Fetal and Placental Development and Fetal Circulation

This is the fusion of the ovum and the spermatozoon, and it initiates the beginning of a new life. During ovulation the ovum which is released from the ovary is propelled towards the fallopian tube.

Fetal and Placental Development and Fetal Circulation




This is the fusion of the ovum and the spermatozoon, and it initiates the beginning of a new life. During ovulation the ovum which is released from the ovary is propelled towards the fallopian tube. During intercourse millions of spermatozoa released and deposited at the upper vaginal travel towards the fallopian tube. Aided by the alkaline cervical mucous secretion at the time of ovulation they travel to the fallopian tubes where they meet the ovum just released during ovulation. Several hundred of them bind the ovum (zonal pellucida) but only one spermatozoon can fertilize at a time. The sperm are viable for 24-72 hours within the female reproductive system. As soon as fusion occurs between the spermatozoon and the nucleus of the ovum, the zonal pellucida goes through chemical changes releases an enzyme which make it impossible for other spermatozoa to penetrate. The membrane of the spermatozoon breaks; the tail separates and disappears, living a naked male pronucleus. The fertilized ovum is known as the ZYGOTE. A new individual has begun its journey till death.


Within a few hours of fertilization process of rapid mitotic cell division, known as cleavage starts (2nd cleavage which has been arrested at metaphase resumes ending in Haploid number). Within 3 days a solid mass of uniform cells of 16 segments has formed known as the MORULA (Mulberry). During this period the egg is gently propelled from the ampulla tube where fertilization took place, along the tube towards the uterine cavity with its peristalsis and wavelike motion of cilia. With further development central cavity is formed in the morula and the cell is now moved to one pole, aggregate to form the inner cell mass from where the embryo and the amnion will be formed, and the fluid on the other pole. At this stage the ovum is known as the BLASTOCYST, or BLASTULA.(By 4½ days the blastocyst has divided up to 100cells and within approximately 6 days, reaches the decidua of the uterus where implantation takes place.). The outer wall of the blastocyst is composed of fluid –filled cavity of ( Blastocele surrounded by a single layer of cells) blastocele called TROPHOBLASTfrom where the placenta and the chorion areformed. It oxidizes the endometrial vascular walls, it is capable of eating through the decidua and embeds, and it provides the growing embryo with link to maternal circulation for transportation of nutrients and Oxygen. At this stage the zonal pellicuda has disappeared and the Zygote is ready to embed. A layer of cells connect the inner cell mass to the trophoblast, this forms the body stalk.

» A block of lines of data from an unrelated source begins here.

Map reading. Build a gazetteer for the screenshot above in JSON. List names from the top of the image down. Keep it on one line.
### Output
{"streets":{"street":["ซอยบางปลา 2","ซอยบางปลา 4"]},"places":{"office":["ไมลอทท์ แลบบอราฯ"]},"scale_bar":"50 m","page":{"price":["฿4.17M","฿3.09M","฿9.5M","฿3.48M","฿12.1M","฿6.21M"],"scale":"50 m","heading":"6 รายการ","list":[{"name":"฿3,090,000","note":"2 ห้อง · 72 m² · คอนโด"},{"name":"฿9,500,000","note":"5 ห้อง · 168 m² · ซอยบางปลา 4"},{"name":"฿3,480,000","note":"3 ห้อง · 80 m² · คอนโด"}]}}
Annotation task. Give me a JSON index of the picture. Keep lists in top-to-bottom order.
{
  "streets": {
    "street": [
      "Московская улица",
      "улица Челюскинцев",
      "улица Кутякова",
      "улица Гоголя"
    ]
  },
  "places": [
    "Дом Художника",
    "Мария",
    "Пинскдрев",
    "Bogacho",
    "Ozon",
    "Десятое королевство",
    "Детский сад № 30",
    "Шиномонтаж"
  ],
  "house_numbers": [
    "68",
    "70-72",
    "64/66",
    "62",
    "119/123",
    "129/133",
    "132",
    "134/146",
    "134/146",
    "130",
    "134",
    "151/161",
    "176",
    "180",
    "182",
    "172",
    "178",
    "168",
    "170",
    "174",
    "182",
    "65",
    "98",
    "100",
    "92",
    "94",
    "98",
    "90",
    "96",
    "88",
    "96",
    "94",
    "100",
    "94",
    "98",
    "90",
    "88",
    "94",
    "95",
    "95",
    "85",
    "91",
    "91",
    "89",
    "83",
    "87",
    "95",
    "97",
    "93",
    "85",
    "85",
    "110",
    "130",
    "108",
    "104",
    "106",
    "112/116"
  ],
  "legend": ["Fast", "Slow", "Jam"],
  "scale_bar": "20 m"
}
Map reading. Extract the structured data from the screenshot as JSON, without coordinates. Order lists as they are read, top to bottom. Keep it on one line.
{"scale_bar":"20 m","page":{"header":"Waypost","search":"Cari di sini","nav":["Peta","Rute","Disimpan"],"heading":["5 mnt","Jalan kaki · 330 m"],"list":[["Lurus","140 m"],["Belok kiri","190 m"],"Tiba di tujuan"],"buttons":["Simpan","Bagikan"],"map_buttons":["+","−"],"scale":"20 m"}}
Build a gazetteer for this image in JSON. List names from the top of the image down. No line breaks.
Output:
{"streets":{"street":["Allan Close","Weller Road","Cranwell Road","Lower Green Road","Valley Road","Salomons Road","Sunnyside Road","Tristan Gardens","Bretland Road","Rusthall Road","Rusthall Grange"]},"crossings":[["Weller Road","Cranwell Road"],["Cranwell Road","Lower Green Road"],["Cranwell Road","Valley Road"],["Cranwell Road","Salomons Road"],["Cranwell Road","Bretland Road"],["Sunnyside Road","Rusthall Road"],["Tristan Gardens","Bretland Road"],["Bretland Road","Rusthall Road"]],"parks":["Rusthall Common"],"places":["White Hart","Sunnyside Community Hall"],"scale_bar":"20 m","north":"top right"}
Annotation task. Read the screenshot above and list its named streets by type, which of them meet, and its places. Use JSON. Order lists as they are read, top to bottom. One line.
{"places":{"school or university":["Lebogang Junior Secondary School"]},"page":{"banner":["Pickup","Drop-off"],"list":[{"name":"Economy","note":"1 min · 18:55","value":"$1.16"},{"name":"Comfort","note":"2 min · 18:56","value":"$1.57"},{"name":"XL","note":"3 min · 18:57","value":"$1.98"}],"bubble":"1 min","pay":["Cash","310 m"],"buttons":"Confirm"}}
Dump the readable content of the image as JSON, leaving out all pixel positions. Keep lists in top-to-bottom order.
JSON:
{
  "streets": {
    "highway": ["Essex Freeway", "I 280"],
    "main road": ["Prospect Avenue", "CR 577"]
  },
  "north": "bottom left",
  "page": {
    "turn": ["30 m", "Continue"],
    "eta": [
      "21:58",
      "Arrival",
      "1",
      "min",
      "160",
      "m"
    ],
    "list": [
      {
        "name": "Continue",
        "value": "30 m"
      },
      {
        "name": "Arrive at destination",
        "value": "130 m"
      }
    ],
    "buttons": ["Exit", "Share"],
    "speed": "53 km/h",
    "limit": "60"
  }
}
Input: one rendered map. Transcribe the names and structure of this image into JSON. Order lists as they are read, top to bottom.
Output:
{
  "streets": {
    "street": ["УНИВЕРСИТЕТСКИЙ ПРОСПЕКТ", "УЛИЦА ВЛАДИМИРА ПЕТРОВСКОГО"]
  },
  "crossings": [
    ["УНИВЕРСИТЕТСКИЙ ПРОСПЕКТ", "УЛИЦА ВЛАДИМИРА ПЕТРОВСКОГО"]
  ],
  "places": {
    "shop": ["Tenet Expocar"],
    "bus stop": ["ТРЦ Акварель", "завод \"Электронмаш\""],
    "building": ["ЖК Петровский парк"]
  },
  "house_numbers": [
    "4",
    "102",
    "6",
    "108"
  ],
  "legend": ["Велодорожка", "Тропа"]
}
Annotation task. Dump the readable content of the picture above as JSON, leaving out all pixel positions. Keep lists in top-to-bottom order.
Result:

Implantation (Embedding): Nidation


Sites vary from one pregnancy to another, but most often the trophoblast implants itself in the upper segment of the uterus usually within seven days. Some women may experience slight vaginal bleeding during implantation (implantation bleeding). As soon as the trophoblast touches the already prepared uterus especially with the side of the inner cell mass lies free for 2-3 days, it sticks to the endometrium and secretes an enzyme which erodes the endometrial cells and begins to burrow into the endometrium. Three to four days after implantation, the blastocyst has penetrated very far and completely embedded and the uterine epithelium covered the entrance the trophoblast has proliferated and penetrated deeply in the uterus. This takes place by 11th day after ovulation. The stoma of the endometrium now reacts to the invasion by accumulating glycogen and lipid and the area become highly vascularised. The depression formed is filled up with maternal blood which surrounds the ovum. At this time the endometrium is referred to as the decidua.


Formation of the Decidua


After fertilization the endometrium of the uterus is known as the decidua. Oestrogen increases the size to about 4 times of its pre-gravid thickness, the corpus Luteum, and produce large amount of progesterone which increases the secretion of the endometrial glands and increases the blood vessels. So it makes the endometrium to be softer, spongy and vascular for the fertilized ovum to embed and nourishes itself. The decidua is transformed into 3 layers.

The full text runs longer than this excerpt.